Me: Good. You bring the snacks and I'll pick the movie?

Tate: Agreed. See you soon, my little owl

I smiled.

Me: See you soon, my Tate.

He always blushed when I called him that and I loved every second of it. I hadn't brought up the night he said he loved me in his sleep. Mostly because I wanted to be the first one who said it and I knew he would be embarrassed or deny if I told him about it.

Though me and Tate weren't dating, he treated me like a princess. I think he's trying to make up for being an ass toward me when we first met, and I don't mind it.

Once the class was over I made my way to my next class. It was on the other side of the campus so it took forever to get there but it was the only class that I actually liked.

"Welcome back, ladies and gentleman!" Yelled Professor Dowell.

"Today you will be free hand drawing so I can get a handle on your styles, because for this next project I will be putting you into group." My art professor said enthusiastically. But the class collectively groaned.

Why do it that I'm always forced into these damn groups.

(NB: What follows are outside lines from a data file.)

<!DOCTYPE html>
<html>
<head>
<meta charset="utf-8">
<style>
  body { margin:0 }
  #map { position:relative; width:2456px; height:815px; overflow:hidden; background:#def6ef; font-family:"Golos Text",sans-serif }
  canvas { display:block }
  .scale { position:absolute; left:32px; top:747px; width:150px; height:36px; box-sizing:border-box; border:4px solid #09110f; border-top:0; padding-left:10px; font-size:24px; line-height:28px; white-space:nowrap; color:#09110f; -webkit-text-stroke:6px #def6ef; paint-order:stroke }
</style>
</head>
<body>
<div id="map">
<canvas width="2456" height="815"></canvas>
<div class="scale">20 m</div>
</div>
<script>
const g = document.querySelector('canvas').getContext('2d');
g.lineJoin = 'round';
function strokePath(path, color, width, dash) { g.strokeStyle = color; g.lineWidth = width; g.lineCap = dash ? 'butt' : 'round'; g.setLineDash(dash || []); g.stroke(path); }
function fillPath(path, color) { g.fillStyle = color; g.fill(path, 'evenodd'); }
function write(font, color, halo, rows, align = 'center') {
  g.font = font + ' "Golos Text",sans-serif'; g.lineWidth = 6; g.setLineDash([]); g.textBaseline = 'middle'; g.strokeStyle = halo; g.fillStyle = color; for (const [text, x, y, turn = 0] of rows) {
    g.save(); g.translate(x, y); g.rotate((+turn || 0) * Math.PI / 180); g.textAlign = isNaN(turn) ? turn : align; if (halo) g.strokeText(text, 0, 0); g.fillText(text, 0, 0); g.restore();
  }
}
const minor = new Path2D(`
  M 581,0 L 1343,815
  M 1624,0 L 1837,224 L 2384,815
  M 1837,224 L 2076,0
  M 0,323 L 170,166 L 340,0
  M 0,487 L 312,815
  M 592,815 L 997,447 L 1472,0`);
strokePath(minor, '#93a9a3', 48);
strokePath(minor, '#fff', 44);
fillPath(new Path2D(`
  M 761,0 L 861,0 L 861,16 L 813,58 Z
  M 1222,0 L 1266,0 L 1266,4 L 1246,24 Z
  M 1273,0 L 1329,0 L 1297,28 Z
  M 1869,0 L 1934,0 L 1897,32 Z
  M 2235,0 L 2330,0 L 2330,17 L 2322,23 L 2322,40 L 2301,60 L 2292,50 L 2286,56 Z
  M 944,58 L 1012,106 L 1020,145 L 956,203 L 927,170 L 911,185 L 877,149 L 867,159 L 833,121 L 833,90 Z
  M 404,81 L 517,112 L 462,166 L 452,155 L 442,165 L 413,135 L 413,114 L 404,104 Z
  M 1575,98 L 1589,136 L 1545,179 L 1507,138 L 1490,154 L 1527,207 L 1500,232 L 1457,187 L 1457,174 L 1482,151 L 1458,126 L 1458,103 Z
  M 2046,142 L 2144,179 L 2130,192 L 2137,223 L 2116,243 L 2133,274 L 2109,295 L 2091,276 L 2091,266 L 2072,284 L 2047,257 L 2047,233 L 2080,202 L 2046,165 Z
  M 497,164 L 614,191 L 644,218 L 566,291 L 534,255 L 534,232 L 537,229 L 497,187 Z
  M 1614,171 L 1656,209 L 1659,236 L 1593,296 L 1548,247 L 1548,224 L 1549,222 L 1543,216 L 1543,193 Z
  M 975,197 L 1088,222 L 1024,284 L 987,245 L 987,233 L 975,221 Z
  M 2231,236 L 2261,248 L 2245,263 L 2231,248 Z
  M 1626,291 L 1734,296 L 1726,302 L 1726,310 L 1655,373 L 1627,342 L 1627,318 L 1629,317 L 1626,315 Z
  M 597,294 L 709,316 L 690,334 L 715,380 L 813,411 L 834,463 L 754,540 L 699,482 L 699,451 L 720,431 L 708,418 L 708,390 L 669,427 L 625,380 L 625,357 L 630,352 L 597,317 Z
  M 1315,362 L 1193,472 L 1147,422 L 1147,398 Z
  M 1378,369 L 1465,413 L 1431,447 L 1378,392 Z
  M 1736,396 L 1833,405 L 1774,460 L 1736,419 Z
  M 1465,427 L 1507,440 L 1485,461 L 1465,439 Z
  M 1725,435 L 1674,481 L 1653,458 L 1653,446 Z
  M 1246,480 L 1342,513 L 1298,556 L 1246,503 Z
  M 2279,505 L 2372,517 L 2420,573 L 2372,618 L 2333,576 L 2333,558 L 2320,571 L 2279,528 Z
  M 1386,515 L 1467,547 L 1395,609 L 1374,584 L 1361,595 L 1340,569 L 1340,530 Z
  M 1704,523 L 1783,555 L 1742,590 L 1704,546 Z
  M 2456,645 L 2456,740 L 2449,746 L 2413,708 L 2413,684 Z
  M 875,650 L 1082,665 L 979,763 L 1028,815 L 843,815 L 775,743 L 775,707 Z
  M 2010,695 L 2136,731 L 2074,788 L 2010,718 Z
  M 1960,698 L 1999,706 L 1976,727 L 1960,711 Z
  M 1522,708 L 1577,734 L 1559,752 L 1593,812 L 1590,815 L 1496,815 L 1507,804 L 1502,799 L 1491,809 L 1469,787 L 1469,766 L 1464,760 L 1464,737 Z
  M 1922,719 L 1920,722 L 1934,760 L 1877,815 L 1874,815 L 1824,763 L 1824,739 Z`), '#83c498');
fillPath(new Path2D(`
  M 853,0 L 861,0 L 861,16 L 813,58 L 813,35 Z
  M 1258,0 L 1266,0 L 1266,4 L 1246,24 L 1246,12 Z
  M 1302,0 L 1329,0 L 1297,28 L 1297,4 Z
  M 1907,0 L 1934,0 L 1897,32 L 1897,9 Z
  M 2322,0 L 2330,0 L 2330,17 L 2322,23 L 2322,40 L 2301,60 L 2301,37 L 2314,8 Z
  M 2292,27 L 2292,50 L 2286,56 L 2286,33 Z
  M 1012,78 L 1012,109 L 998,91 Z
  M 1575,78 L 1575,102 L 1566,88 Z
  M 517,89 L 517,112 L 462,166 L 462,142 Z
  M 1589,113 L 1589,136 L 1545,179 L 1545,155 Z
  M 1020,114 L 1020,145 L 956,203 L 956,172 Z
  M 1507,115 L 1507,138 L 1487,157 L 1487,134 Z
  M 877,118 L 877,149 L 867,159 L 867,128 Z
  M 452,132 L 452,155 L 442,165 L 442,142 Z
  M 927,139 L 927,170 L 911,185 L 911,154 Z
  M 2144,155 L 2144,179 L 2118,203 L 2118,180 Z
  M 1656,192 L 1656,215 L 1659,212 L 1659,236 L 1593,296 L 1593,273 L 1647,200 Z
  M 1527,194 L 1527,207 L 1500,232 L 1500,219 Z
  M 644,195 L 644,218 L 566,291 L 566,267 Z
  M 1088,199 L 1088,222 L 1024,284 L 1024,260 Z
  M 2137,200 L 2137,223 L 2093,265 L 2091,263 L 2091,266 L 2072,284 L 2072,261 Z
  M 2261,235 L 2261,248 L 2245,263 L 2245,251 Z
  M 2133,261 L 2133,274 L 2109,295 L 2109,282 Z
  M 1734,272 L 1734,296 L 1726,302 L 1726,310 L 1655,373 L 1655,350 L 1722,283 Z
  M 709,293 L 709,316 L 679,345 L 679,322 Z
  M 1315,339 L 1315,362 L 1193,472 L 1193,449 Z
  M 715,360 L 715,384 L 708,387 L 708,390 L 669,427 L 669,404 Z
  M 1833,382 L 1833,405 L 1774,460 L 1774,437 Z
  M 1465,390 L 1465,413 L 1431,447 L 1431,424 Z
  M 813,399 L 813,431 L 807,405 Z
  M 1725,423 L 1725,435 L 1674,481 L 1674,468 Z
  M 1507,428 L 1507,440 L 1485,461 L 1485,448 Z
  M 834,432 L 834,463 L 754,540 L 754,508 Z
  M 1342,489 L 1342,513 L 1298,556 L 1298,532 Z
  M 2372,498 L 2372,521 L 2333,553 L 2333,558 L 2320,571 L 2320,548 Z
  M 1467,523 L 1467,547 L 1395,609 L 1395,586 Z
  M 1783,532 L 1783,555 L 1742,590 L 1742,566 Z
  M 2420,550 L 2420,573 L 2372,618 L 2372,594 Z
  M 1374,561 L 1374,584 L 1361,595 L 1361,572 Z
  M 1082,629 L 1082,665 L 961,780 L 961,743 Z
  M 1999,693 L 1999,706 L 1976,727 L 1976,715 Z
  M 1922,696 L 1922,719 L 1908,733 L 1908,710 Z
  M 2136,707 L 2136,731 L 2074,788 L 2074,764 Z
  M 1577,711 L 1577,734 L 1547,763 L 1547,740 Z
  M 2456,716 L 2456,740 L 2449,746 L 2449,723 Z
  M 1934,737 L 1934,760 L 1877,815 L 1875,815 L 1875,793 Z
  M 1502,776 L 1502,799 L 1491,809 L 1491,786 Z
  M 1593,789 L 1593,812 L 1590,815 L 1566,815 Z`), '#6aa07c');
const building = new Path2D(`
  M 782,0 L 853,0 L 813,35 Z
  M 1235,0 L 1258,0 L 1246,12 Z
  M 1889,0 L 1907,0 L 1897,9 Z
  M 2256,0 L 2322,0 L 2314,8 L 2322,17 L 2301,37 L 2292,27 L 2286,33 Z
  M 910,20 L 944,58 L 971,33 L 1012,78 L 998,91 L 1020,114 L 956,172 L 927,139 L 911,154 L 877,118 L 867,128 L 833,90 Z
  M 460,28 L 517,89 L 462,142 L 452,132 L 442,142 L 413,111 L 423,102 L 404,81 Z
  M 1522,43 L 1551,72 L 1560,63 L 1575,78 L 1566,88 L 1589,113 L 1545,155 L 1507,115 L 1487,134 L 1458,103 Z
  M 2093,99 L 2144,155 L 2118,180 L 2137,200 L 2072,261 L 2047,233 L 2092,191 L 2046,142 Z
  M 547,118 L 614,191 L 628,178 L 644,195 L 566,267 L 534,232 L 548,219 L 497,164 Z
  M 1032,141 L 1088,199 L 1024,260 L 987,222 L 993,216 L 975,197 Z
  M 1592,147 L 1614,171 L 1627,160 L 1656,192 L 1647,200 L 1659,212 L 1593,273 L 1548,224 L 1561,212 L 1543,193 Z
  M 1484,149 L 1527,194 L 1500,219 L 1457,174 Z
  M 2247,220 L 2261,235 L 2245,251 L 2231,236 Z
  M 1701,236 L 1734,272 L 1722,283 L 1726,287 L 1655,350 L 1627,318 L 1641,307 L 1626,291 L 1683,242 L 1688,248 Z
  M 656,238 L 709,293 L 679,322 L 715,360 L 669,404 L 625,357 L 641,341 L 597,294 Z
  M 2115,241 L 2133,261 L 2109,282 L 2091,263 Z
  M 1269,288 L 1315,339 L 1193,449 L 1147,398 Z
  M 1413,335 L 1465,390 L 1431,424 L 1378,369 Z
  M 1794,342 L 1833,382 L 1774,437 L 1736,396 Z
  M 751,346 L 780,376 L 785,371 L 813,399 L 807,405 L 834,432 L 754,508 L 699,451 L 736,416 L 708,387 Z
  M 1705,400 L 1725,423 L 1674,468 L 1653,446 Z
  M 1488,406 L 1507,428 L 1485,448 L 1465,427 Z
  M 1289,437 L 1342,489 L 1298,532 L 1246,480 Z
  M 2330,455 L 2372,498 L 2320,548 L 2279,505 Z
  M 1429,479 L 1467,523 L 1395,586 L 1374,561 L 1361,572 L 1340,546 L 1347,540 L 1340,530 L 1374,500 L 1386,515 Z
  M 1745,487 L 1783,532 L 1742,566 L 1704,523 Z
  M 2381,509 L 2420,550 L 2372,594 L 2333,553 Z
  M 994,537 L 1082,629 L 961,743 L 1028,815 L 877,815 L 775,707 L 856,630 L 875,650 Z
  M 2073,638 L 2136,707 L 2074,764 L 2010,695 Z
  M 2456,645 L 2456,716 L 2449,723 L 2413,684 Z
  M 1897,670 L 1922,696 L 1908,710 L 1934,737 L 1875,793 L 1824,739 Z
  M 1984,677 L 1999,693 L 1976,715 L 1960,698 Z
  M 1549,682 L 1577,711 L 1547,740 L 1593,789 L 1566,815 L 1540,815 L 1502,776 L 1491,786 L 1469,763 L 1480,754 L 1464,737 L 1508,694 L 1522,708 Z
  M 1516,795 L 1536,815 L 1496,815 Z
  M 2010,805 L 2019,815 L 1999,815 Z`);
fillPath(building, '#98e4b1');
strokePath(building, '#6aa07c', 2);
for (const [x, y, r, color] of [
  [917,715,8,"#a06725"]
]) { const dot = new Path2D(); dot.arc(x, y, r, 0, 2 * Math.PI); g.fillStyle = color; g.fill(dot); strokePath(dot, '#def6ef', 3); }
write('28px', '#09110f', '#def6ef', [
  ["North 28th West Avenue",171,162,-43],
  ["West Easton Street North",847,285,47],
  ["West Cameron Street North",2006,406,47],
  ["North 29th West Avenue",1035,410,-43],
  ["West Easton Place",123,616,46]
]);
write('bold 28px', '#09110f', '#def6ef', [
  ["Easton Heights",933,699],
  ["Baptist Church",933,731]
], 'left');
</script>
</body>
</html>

You'd think in high school would be the last time you would have to do group projects, but nooooo. One thing the movies don't really tell you is that they do more group projects in college than they do in high school. Like ma'am you know we don't like these people so why are you forcing us to talk to each other.

And then on top of that, it art class you either got the people who really want to be here or the ones who need the last credit and this was the only class that was left.

Professor D told us to draw our childhood. She didn't care what it was, what style we use, or what we used. She wanted us to use our full creativity so she can have an idea on how she wants everyone's groups to be.

So I did just that. I drew my childhood.